::: The input
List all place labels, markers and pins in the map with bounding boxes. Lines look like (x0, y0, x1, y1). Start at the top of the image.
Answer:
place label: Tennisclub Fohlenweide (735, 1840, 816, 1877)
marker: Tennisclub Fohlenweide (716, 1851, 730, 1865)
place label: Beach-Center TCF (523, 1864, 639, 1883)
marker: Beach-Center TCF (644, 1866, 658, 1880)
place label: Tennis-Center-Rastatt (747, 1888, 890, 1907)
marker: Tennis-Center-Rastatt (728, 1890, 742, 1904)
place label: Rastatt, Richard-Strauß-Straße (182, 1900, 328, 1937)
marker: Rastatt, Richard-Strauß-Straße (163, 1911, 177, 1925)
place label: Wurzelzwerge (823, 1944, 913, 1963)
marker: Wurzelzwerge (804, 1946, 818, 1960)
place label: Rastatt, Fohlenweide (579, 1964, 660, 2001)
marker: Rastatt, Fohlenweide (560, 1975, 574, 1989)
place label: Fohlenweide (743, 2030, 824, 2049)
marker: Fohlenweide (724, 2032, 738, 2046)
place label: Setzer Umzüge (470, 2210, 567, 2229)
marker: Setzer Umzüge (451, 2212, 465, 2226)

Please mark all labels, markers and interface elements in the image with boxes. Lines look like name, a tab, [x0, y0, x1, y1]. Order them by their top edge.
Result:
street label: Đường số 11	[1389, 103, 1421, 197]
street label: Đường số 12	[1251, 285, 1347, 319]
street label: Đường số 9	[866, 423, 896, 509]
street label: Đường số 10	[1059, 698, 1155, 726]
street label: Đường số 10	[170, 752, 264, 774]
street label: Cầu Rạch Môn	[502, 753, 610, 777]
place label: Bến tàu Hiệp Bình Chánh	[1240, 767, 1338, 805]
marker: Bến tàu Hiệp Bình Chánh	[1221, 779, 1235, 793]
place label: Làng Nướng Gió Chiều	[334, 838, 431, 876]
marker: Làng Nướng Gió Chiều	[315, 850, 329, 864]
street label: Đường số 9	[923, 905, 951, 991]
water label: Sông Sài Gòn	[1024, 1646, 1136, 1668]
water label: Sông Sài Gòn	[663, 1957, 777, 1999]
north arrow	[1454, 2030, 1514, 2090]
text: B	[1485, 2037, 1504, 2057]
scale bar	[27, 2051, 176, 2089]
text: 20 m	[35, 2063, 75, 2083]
::::::
### Exercise brief
From the first line of the data above to the line holding "Please mark all", reproduce each line exactly; emit no other lines.

### Problem solution
List all place labels, markers and pins in the map with bounding boxes. Lines look like (x0, y0, x1, y1). Start at the top of the image.
Answer:
place label: Tennisclub Fohlenweide (735, 1840, 816, 1877)
marker: Tennisclub Fohlenweide (716, 1851, 730, 1865)
place label: Beach-Center TCF (523, 1864, 639, 1883)
marker: Beach-Center TCF (644, 1866, 658, 1880)
place label: Tennis-Center-Rastatt (747, 1888, 890, 1907)
marker: Tennis-Center-Rastatt (728, 1890, 742, 1904)
place label: Rastatt, Richard-Strauß-Straße (182, 1900, 328, 1937)
marker: Rastatt, Richard-Strauß-Straße (163, 1911, 177, 1925)
place label: Wurzelzwerge (823, 1944, 913, 1963)
marker: Wurzelzwerge (804, 1946, 818, 1960)
place label: Rastatt, Fohlenweide (579, 1964, 660, 2001)
marker: Rastatt, Fohlenweide (560, 1975, 574, 1989)
place label: Fohlenweide (743, 2030, 824, 2049)
marker: Fohlenweide (724, 2032, 738, 2046)
place label: Setzer Umzüge (470, 2210, 567, 2229)
marker: Setzer Umzüge (451, 2212, 465, 2226)

Please mark all labels, markers and interface elements in the image with boxes. Lines look like name, a tab, [x0, y0, x1, y1]. Order them by their top edge.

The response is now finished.